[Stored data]
-- Opening Marker --
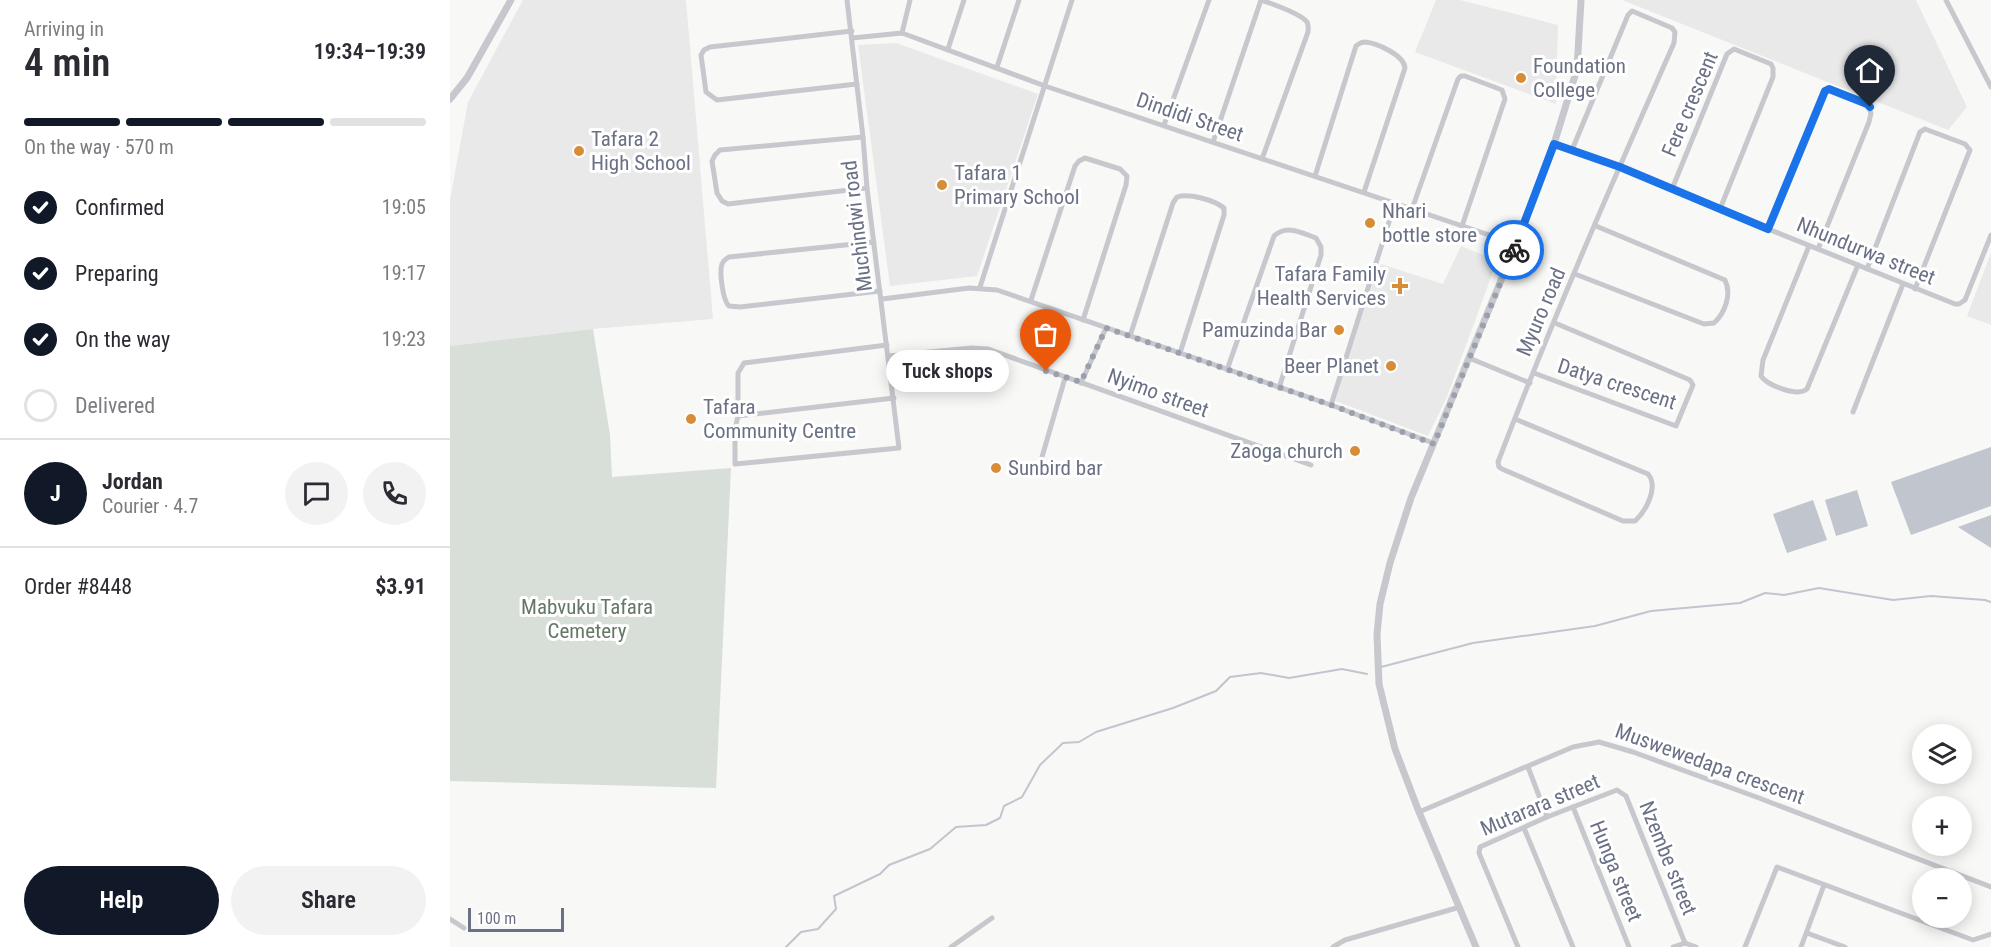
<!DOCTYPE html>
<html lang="en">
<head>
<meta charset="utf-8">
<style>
	:root { --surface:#fff; --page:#f2f2f3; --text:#2b2b33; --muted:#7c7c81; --line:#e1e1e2; --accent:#111827 }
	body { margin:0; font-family:"Roboto Condensed",sans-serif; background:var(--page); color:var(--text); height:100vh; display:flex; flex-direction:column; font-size:22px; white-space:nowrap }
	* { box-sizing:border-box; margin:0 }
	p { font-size:20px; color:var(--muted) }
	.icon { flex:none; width:33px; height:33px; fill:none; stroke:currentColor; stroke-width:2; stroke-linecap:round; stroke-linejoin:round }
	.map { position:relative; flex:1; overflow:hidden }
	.sheet { display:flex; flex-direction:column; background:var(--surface); width:450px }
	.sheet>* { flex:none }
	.controls { position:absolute; left:1462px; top:724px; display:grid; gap:12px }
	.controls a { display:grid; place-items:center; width:60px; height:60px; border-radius:50%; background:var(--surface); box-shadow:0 3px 15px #0003; font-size:30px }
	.scale { position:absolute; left:18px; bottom:15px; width:96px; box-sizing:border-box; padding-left:6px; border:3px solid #6a7185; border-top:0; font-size:16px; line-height:21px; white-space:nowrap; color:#6a7185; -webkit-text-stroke:4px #fff; paint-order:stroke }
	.pin { position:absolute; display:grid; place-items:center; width:51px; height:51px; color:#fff; margin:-62px -26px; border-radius:50% 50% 50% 0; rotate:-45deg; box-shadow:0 0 6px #0007 }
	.pin .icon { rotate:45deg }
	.courier { position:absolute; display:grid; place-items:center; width:60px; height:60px; margin:-30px; border:4px solid #1a73e8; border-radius:50%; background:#fff; color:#222; box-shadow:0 2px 8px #0007 }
	.bubble { position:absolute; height:42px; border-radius:21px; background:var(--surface); box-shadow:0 3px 15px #0003; font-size:20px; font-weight:600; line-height:42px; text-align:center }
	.overview em { font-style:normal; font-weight:600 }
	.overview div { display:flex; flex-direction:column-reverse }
	.overview { display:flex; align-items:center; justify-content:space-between; height:102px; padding:0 24px }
	h1 { font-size:39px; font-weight:600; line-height:45px }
	.bar { display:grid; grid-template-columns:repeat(4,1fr); gap:9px 6px; align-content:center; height:72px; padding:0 24px }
	.bar i { height:8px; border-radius:4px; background:var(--line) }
	.bar .current { background:var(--accent) }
	.bar p { grid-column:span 4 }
	.line { display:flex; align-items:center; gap:15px; padding:0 24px; border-top:2px solid var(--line) }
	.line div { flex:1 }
	.round { display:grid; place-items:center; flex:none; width:63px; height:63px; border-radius:32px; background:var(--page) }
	ol { padding:0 24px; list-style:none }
	li { display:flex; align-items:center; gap:18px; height:66px }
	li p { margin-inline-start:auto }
	li .icon { padding:6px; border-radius:50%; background:var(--accent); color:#fff; stroke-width:4 }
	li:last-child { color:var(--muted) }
	li i { width:33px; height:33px; border:3px solid var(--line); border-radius:50% }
	.button { display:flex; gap:12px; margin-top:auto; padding:12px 24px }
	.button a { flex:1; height:69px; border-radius:36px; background:var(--accent); color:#fff; font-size:24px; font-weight:600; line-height:69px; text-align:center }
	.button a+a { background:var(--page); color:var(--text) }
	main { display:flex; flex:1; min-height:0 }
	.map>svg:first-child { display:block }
</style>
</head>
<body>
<main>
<section class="sheet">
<div class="overview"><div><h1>4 min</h1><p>Arriving in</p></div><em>19:34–19:39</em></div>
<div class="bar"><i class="current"></i><i class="current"></i><i class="current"></i><i></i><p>On the way · 570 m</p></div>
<ol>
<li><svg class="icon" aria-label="check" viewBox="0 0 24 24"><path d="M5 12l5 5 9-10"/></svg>Confirmed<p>19:05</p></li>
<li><svg class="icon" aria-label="check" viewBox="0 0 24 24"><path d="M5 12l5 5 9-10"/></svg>Preparing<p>19:17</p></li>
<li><svg class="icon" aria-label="check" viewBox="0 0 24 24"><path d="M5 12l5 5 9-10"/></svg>On the way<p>19:23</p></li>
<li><i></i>Delivered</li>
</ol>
<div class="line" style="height:108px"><b class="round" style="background:var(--accent);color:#fff">J</b><div><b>Jordan</b><p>Courier · 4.7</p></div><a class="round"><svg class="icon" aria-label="chat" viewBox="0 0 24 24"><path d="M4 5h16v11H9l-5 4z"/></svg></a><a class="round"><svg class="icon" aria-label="phone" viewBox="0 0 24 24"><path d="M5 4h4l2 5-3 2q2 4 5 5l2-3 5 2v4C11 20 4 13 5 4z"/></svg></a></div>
<div class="line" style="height:78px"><div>Order #8448</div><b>$3.91</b></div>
<div class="button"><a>Help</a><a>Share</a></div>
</section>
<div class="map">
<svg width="1541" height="947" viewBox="0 0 1541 947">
	<rect width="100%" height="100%" fill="#f8f8f6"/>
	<!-- built -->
	<g fill="#e9e9e9">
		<polygon points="73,0 236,0 263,319 143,329 0,346 0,200 18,102"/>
		<polygon points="986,0 1010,0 1108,25 1106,104 965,52"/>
		<polygon points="1172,0 1466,0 1517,107 1498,130"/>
		<polygon points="446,43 588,94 527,276 440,286 408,45"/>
		<polygon points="1011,246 1047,261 997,397 978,436 883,400 913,308 931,264 993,284"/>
		<polygon points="1541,253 1541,325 1517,316"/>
	</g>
	<!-- green -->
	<polygon fill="#d8dfd8" points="143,329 160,435 162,477 281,468 266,788 0,781 0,346"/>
	<!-- water -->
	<g fill="#c1c5cd">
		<polygon points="1541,447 1541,506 1461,535 1441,482"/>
		<polygon points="1407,490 1418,526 1386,536 1375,500"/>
		<polygon points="1363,500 1377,540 1337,553 1323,514"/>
		<polygon points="1541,515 1541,548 1508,527"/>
	</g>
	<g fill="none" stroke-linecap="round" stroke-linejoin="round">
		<!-- stream -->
		<g stroke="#c1c5cd" stroke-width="2">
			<polyline points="931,667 1023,643 1145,626 1201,611 1290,603 1315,593 1334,595 1369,588 1443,600 1481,596 1535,600 1541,602"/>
			<polyline points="336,947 351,932 368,929 386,909 384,896 430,874 439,865 480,849 506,827 536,825 550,818 554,806 572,797 590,765 613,743 629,742 646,732 723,708 766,691 780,677 811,673 839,678 892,669 917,674"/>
		</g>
		<!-- minor -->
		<g stroke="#c7c8cd" stroke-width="5">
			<polyline points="1496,0 1541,87"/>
			<polyline points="402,31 260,47 254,50 251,55 256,92 267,100 407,84"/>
			<polyline points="452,33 460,0"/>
			<polyline points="402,38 452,33 595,86 1066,244"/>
			<polyline points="498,49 514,0"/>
			<polyline points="547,67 569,0"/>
			<polyline points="714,125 759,0"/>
			<polyline points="413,137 270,150 265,155 262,161 267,193 272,201 278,204 417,188"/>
			<path d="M763,142L811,0C822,4 850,13 857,22C859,25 858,29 858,32L812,159"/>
			<polyline points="1104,144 1170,167 1318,229 1505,304 1509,304 1515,300 1541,235"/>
			<path d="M865,176L906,46C909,44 910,42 915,42C927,43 954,55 955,68L914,192"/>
			<polyline points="1222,189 1277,54 1284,49 1321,64 1323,68 1323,77 1270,209"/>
			<polyline points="962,209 1008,79 1011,76 1015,76 1052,90 1055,99 1012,226"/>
			<polyline points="1318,229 1375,91 1379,89 1417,104 1421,113 1419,122 1368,249"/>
			<path d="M424,242L279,257C275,260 274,259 272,264C269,272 273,301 279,306L290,307L430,291"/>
			<path d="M1359,246L1313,360L1311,376C1318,386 1348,397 1357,389L1408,265"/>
			<polyline points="1417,269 1470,132 1475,129 1515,144 1520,150 1465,289"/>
			<path d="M1125,274L1254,324L1264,323C1275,313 1282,294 1275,280L1146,226"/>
			<polyline points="530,287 622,0"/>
			<polyline points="432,299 519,288 547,290 881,405 983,443"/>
			<polyline points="581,300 625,166 629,161 635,158 670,169 677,176 676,185 633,320"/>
			<path d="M680,336L723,203L727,197C739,193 764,200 774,208V215L730,353"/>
			<polyline points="437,345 294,363 288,373 288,416 444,398"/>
			<polyline points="438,356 521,348 538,349 861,465"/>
			<polyline points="1019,358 1080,383"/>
			<path d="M777,370L824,236C837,224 852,233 866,238L871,247V255L829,388"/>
			<polyline points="1084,373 1226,426 1243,385 1240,380 1105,323"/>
			<polyline points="631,383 656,328"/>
			<polyline points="881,405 945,203"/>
			<polyline points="1403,412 1453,284"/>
			<polyline points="288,416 285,429 285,464 449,448 417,188 413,137 397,0"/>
			<path d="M1065,419L1198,474C1209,487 1196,511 1185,521H1173L1052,469L1049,467L1048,462C1102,320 1163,181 1224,43L1225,32L1222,28L1182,11L1178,15L1122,150"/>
			<polyline points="592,457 615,378"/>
			<polyline points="1078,767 1097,817"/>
			<polyline points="1123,807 1179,947"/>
			<polyline points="969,812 1123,747 1149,742 1183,752 1309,798 1541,887"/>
			<polyline points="1074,828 1123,947"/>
			<polyline points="0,919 14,928"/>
			<polyline points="1357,933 1395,947"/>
			<polyline points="501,947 542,918"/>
			<polyline points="883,947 895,940 1010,907"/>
			<polyline points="1068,947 1029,853 1030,847 1097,817 1167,790 1176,796 1235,943"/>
			<polyline points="1223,947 1235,943 1246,947"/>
			<polyline points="1295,947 1327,867 1523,940 1541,934"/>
			<polyline points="1351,947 1374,885"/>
		</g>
		<!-- tertiary -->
		<g stroke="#c7c8cd" stroke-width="7">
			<polyline points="0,99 17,78 61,0"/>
			<polyline points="1026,947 969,812 945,749 929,684 927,634 930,604 940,563 961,498 1066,244 1104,144 1127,69 1131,0"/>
		</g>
	</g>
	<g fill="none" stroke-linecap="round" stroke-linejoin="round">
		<!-- done -->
		<polyline stroke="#9ca0ad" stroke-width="6" stroke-dasharray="0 10.8" points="596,371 631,382 656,328 881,405 984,444 1064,250"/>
		<!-- route -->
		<polyline stroke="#1a73e8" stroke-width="8" points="1064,250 1104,144 1170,167 1318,229 1375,91 1379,89 1417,104 1420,107"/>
	</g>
	<!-- markers -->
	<g fill="#d78d38" stroke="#fff" stroke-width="2">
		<circle cx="1071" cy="78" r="6"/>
		<circle cx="129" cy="151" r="6"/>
		<circle cx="492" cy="185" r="6"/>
		<circle cx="920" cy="223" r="6"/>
		<path d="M947 277h6v6h6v6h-6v6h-6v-6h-6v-6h6z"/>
		<circle cx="889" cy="330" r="6"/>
		<circle cx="941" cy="366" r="6"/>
		<circle cx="241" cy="419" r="6"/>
		<circle cx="905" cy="451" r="6"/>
		<circle cx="546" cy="468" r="6"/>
	</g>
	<g text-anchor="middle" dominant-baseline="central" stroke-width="6" stroke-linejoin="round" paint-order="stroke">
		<!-- poi labels -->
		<g font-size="21" fill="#6a7185" stroke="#fff" text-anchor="start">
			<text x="1083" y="66">Foundation<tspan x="1083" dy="24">College</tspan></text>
			<text x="141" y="139">Tafara 2<tspan x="141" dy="24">High School</tspan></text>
			<text x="504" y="173">Tafara 1<tspan x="504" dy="24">Primary School</tspan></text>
			<text x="932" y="211">Nhari<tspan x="932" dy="24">bottle store</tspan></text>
			<text x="936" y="274" text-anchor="end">Tafara Family<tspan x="936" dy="24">Health Services</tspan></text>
			<text x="877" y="330" text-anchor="end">Pamuzinda Bar</text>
			<text x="929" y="366" text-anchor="end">Beer Planet</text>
			<text x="253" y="407">Tafara<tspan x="253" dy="24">Community Centre</tspan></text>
			<text x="893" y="451" text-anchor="end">Zaoga church</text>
			<text x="558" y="468">Sunbird bar</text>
		</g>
		<!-- street labels -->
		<g font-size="21" fill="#6a7185" stroke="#fff">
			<text transform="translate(1240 104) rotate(-67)">Fere crescent</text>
			<text transform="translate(740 117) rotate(19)">Dindidi Street</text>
			<text transform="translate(407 226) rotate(-97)">Muchindwi road</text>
			<text transform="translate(1416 251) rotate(22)">Nhundurwa street</text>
			<text transform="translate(1091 312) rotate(-67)">Myuro road</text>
			<text transform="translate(1167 384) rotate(18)">Datya crescent</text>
			<text transform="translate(708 393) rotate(20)">Nyimo street</text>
			<text transform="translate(1260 764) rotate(20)">Muswewedapa crescent</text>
			<text transform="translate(1090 805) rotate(-23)">Mutarara street</text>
			<text transform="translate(1218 858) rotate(68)">Nzembe street</text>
			<text transform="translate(1166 871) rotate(68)">Hunga street</text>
		</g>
		<!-- park labels -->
		<g font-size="21" fill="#647866" stroke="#fff">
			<text x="137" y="607">Mabvuku Tafara<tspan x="137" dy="24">Cemetery</tspan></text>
		</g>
	</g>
</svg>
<div class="controls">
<a><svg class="icon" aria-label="layers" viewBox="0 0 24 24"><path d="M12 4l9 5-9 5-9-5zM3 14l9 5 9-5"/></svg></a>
<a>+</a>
<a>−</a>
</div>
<div class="scale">100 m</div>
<div class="pin" style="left:596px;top:371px;background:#ea580c"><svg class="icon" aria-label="bag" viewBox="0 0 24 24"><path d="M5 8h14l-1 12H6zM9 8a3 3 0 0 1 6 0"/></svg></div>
<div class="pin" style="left:1420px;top:107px;background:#1f2937"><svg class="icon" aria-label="home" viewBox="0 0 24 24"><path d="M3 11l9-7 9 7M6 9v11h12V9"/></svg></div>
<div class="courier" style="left:1064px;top:250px"><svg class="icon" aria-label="bike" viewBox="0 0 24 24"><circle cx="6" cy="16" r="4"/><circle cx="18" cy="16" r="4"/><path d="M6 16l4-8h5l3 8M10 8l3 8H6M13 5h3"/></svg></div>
<div class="bubble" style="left:436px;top:350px;width:123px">Tuck shops</div>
</div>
</main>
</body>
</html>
-- Closing Marker --
→ **EXERCISE PROMPT**:
What you give back should be exactly the lines from the top of the data above down to and including the line with "position:absolute; left:1462px; top:724px;", minus any pictures.

→ **FINISHED EXERCISE**:
<!DOCTYPE html>
<html lang="en">
<head>
<meta charset="utf-8">
<style>
	:root { --surface:#fff; --page:#f2f2f3; --text:#2b2b33; --muted:#7c7c81; --line:#e1e1e2; --accent:#111827 }
	body { margin:0; font-family:"Roboto Condensed",sans-serif; background:var(--page); color:var(--text); height:100vh; display:flex; flex-direction:column; font-size:22px; white-space:nowrap }
	* { box-sizing:border-box; margin:0 }
	p { font-size:20px; color:var(--muted) }
	.icon { flex:none; width:33px; height:33px; fill:none; stroke:currentColor; stroke-width:2; stroke-linecap:round; stroke-linejoin:round }
	.map { position:relative; flex:1; overflow:hidden }
	.sheet { display:flex; flex-direction:column; background:var(--surface); width:450px }
	.sheet>* { flex:none }
	.controls { position:absolute; left:1462px; top:724px; display:grid; gap:12px }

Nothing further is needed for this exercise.